State-level reimbursement
Meanwhile, there is some progress on the state level. The number of states with payment parity laws, which require insurers to bill the same rate for telehealth services as in-person care, has more than doubled, to 33 states, from 16 in 2019. But many of the laws are incomplete or focus specifically on mental health, according to an analysis by law firm Foley & Lardner. New York's payment parity laws expired April 1 after the state did not renew them.
Having state-level support has helped sustain rural telehealth initiatives in states like Virginia, where there is a focus on increasing access to mental health providers. The state offers full payment parity between telehealth and in-person care and subsidizes numerous rural telehealth programs. Its five-year Rural Health Plan includes initiatives to expand telemedicine in less-populated areas.
The Commonwealth of Virginia also backs the nonprofit Virginia Telehealth Network, which operates the Virginia Telemental Health Initiative. The initiative offers free virtual mental health services to eligible uninsured or underinsured state residents, some of whom live in rural areas.
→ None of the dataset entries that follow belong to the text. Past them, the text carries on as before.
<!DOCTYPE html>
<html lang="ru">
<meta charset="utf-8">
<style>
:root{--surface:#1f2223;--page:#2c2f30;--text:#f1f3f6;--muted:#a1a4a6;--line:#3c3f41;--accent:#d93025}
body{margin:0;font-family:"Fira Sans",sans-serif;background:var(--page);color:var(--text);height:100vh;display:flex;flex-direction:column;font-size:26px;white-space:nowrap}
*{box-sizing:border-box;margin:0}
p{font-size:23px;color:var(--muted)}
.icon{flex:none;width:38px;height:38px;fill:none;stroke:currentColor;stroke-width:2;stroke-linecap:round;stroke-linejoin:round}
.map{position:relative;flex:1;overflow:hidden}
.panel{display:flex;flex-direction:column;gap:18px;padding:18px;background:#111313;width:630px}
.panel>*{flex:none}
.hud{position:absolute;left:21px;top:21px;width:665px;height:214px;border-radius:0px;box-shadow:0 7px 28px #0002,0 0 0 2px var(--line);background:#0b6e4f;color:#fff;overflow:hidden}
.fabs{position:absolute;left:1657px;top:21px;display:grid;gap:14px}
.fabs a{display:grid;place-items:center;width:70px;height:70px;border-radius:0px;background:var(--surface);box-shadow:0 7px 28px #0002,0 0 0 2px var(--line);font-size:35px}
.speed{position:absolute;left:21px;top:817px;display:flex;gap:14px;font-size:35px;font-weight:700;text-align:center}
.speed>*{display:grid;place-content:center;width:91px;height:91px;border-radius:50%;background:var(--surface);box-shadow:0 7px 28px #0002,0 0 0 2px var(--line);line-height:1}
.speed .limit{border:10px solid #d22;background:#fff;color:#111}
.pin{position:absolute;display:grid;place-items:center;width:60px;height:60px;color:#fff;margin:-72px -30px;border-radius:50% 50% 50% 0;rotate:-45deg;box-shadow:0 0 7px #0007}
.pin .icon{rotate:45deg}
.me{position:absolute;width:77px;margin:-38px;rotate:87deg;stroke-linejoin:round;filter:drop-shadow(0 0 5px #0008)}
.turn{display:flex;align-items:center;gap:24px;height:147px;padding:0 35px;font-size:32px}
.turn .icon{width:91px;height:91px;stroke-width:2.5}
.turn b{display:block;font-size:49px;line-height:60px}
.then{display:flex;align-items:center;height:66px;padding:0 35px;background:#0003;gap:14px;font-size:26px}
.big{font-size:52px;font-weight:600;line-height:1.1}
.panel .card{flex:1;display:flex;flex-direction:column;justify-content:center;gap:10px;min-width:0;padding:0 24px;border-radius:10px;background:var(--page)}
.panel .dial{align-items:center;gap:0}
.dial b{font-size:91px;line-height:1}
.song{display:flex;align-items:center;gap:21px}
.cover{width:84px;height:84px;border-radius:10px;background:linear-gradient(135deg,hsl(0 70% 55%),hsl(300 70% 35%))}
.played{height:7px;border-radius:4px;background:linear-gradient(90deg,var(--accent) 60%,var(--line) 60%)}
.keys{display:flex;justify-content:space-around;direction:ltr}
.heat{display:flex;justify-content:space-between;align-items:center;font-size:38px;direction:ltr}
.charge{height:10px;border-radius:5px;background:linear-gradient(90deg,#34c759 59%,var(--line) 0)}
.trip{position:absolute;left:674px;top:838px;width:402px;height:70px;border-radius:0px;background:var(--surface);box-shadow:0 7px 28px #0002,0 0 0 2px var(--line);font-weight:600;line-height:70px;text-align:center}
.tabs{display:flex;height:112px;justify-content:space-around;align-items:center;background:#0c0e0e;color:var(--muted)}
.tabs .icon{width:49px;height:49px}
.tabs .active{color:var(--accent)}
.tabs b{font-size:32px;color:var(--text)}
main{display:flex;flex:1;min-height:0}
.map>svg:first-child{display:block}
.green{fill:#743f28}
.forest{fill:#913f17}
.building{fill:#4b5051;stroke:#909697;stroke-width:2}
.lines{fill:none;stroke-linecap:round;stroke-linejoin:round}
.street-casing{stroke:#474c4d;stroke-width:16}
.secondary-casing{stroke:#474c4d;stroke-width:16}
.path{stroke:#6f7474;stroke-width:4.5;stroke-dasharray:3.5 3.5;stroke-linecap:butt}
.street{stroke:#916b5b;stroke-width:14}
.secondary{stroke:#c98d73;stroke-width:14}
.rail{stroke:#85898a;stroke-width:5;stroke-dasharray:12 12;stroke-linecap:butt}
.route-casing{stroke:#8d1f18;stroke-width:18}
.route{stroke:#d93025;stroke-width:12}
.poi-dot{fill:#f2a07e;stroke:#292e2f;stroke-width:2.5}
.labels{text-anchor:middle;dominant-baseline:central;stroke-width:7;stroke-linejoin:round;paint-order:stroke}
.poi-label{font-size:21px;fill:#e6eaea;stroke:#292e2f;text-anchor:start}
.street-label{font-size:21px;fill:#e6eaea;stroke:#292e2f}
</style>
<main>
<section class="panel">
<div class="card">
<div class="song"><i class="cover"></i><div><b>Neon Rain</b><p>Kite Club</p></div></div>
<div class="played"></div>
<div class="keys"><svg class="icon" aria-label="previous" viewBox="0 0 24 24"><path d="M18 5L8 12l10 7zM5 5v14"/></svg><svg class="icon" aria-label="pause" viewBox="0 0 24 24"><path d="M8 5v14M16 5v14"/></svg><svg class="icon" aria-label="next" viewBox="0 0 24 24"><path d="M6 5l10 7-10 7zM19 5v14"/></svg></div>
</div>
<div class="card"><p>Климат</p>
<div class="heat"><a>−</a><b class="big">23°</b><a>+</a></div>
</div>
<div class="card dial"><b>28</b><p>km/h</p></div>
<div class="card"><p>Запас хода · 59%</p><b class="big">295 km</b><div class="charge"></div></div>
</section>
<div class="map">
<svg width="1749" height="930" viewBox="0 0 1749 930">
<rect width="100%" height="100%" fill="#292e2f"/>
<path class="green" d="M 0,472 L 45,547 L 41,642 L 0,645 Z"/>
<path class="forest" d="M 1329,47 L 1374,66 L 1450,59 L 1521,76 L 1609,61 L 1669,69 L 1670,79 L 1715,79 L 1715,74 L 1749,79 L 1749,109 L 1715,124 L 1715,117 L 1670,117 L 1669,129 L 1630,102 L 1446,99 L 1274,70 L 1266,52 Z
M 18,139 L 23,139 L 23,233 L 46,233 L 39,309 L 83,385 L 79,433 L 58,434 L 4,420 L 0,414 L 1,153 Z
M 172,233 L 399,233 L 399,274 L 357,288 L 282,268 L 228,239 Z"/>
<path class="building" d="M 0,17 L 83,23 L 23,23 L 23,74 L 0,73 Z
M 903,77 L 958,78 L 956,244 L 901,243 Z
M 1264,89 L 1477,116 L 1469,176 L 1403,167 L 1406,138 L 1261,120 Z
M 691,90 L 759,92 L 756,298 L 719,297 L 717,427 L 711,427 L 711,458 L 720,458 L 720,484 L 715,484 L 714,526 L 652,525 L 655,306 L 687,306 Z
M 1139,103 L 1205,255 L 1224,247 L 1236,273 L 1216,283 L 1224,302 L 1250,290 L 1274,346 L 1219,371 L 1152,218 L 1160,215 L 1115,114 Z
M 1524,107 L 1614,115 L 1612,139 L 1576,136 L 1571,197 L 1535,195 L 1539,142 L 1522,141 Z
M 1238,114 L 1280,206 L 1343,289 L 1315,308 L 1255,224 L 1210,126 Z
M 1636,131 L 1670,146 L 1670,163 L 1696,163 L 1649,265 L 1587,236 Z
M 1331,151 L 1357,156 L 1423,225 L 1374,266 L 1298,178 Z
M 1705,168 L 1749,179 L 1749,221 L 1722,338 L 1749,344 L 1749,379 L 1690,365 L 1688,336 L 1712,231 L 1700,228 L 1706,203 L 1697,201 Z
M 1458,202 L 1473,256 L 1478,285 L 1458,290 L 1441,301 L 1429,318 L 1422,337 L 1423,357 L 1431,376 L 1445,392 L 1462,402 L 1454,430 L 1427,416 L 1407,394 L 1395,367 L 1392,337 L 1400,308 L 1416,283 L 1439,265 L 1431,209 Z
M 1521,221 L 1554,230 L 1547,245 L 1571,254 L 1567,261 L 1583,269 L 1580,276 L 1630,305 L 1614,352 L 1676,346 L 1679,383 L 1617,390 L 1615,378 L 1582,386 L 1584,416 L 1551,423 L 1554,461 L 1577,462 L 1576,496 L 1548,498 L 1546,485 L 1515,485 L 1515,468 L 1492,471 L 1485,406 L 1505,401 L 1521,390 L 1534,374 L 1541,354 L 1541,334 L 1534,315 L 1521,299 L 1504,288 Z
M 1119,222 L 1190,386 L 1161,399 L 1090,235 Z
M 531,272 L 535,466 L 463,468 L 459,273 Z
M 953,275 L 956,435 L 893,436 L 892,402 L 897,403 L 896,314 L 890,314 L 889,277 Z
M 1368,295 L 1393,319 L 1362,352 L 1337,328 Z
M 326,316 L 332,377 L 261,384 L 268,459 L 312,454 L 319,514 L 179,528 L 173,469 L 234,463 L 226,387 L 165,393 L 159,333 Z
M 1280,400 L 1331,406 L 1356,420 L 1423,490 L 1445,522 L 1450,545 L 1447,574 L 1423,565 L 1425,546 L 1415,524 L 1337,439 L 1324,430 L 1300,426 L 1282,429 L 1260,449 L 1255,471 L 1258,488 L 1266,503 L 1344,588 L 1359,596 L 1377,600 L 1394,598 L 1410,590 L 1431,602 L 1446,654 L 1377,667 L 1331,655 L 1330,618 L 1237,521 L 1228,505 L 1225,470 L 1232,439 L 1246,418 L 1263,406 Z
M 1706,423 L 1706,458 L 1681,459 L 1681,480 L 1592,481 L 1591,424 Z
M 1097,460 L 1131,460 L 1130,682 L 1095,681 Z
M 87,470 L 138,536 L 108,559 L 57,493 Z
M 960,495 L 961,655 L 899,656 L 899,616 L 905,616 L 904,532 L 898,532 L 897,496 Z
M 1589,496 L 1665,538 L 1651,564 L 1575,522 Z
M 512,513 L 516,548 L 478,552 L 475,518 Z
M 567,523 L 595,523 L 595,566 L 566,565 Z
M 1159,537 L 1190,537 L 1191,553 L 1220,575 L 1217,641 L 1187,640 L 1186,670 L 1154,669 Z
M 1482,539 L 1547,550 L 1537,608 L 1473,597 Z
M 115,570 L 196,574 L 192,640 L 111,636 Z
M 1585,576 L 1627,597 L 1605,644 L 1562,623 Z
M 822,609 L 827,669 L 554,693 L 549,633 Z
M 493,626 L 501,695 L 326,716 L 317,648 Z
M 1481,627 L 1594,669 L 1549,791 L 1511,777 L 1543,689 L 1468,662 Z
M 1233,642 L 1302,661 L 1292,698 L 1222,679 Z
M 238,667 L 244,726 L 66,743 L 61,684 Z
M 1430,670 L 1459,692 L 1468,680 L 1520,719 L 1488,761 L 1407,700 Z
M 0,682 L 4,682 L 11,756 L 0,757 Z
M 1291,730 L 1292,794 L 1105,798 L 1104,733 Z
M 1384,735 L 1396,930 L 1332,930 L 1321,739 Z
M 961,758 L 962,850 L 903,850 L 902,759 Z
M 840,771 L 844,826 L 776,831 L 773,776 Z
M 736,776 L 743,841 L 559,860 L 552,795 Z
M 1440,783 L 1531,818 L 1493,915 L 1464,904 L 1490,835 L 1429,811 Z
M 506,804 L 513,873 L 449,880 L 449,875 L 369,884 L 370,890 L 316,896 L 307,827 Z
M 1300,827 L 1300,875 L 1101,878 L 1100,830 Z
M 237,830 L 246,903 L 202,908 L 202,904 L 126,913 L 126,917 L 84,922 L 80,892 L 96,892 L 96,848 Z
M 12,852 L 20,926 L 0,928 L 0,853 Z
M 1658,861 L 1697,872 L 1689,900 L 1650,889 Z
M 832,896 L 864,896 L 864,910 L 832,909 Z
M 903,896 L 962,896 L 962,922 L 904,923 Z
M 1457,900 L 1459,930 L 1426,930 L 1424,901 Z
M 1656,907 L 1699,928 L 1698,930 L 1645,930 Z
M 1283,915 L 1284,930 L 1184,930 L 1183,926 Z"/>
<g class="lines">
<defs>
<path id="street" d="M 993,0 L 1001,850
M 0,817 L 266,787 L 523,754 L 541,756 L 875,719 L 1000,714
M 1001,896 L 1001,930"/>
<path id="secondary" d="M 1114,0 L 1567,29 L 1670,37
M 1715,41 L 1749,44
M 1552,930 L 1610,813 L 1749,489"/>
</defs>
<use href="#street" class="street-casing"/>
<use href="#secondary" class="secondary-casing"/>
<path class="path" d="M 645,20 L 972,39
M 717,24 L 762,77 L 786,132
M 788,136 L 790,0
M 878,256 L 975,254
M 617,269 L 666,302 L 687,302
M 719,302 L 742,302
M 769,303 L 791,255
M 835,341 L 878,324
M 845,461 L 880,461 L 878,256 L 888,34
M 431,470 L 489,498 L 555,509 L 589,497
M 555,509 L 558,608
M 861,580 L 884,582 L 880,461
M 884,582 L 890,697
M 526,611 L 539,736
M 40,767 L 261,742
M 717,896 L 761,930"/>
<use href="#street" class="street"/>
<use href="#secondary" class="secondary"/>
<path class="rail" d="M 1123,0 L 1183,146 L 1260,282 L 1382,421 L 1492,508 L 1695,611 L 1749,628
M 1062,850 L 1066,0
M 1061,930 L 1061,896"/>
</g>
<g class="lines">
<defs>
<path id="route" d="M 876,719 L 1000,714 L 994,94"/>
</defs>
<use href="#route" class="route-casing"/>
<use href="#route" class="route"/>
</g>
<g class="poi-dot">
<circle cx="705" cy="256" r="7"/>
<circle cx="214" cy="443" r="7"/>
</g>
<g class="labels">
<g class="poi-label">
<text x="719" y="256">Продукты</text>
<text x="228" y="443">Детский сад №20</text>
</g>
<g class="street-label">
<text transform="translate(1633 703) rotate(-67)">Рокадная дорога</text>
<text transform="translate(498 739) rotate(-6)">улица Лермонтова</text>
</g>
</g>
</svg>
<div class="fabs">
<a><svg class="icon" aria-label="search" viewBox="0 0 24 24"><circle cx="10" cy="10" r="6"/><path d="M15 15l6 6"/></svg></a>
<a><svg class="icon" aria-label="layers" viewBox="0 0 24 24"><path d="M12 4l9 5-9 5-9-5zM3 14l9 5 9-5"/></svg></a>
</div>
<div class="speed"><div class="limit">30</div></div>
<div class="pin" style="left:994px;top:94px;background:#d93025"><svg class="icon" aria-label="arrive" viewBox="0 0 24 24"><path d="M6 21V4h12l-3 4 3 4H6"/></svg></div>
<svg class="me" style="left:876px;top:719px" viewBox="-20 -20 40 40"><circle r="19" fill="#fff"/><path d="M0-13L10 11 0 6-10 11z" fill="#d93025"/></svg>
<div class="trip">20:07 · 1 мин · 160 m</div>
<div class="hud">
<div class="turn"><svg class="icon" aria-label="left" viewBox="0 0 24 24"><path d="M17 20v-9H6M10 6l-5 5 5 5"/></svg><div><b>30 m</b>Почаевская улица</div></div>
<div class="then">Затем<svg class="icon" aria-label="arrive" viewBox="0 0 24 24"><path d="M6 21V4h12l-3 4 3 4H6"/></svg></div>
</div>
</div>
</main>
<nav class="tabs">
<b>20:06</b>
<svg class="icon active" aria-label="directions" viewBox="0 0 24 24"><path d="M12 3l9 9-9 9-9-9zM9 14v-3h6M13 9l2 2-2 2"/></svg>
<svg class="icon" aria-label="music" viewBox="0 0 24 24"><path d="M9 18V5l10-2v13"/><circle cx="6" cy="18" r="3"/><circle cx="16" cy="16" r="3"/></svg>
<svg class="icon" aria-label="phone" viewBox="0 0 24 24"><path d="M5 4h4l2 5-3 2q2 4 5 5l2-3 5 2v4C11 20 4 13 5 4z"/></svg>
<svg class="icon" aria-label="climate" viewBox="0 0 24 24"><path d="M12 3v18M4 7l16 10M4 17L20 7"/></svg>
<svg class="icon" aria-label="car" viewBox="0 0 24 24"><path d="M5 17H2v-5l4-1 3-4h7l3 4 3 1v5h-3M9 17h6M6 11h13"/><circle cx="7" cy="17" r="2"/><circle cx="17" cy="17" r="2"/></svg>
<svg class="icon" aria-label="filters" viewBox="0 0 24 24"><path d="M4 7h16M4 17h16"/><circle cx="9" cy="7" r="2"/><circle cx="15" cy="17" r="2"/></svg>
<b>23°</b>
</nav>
It launched after policy and healthcare leaders saw the impact of the COVID-19 pandemic on telehealth adoption and how teleheath could address a shortage of mental health providers.
"We're hoping to keep folks out of crisis care, out of the emergency department," said Robin Clair Cummings, deputy advisory for strategy and quality at the initiative. "That shouldn't be a place where people receive the mental health support they need."
Virginia's funding has stabilized the program's finances but there are plans to eventually bill Medicaid for the program.
“As a state, we have codified a lot of language that is telehealth friendly and we have great state agencies that are really supportive of telehealth,” said Mara Servaites, executive director of the Virginia Telehealth Network. “It’s an interesting time to be operating in this space because I think a lot of the dust is still settling. It will be interesting to see how things shake out."